So, let’s assume something like that is possible, and worthy of pursuit for its own sake. An important question then is why would we need that specifically, and what would we do with it ? Today, it is easy to see why climate science has become what it is: we live in a climate emergency and need tools to understand it precisely and to navigate the climate future, with its increased risks and extremes. On paper, it would be nice to have similarly accurate and powerful multi-scale (in time and space), multi-science (evolutionary, behavioural, networks/populations, physics, chemistry, maths, computer science etc.) integrated ecological modelling tools at global, regional, and local scales to forecast, manage, and find ways to possibly mitigate the ecological crises we are also living in.
Now, I think there’s a major difference with climate science here, and that difference is the gap between the required urgency of action and understanding (e.g., of ecosystem transitions/extinctions) and the current state of the field.

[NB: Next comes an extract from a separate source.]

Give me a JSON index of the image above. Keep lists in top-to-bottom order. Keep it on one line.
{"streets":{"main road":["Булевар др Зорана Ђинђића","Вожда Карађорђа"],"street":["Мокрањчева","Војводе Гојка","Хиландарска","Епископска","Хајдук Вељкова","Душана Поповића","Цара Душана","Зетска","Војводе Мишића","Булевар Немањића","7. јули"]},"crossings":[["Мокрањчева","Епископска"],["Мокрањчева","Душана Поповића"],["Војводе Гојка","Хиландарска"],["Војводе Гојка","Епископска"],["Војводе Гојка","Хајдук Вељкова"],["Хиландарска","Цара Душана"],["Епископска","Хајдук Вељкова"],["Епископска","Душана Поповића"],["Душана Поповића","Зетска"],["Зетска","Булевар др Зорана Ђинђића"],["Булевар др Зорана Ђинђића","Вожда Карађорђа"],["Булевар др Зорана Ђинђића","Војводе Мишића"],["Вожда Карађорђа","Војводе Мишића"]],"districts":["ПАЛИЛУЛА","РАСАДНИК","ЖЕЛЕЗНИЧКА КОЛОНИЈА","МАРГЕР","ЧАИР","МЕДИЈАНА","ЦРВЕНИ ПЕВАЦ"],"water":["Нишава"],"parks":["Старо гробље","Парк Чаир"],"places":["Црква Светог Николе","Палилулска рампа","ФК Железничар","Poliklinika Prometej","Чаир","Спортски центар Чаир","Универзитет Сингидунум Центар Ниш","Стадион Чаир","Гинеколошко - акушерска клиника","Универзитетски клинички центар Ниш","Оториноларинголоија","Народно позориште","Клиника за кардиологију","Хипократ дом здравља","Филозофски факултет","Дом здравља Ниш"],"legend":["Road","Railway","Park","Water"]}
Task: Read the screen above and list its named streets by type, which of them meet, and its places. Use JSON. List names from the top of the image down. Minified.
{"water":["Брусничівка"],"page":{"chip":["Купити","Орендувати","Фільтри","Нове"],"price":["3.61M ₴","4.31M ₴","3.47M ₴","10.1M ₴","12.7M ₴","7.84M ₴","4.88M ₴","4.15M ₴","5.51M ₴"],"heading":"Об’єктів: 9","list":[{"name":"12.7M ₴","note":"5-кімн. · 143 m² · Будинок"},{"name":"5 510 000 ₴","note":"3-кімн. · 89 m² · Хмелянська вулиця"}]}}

Climate science was developed in the second half of the twentieth century and capitalized efficiently on many of these developments in the twenty-first century, in part also driven by the more short-term needs of weather forecasting. I may not have the full picture, but from what I have gathered from my reading and discussions, and my many past interactions and relationships with people and labs in climate science and atmospheric fluid dynamics, I do not think ecological modelling is anywhere near where climate modelling was even twenty years ago. Problem is, the climate emergency and ecological emergency are on the same timescale. Many physics colleagues with whom I have discussed my transition to ecological modelling tell me: “it’s all good and interesting what you are attempting to do, but it’s likely too late anyways to invest in that”. There are many (essentially social) motivations with which I disagree that possibly make them bring up this argument (like ostriches burying their head in the sand), but factually they still may have a point.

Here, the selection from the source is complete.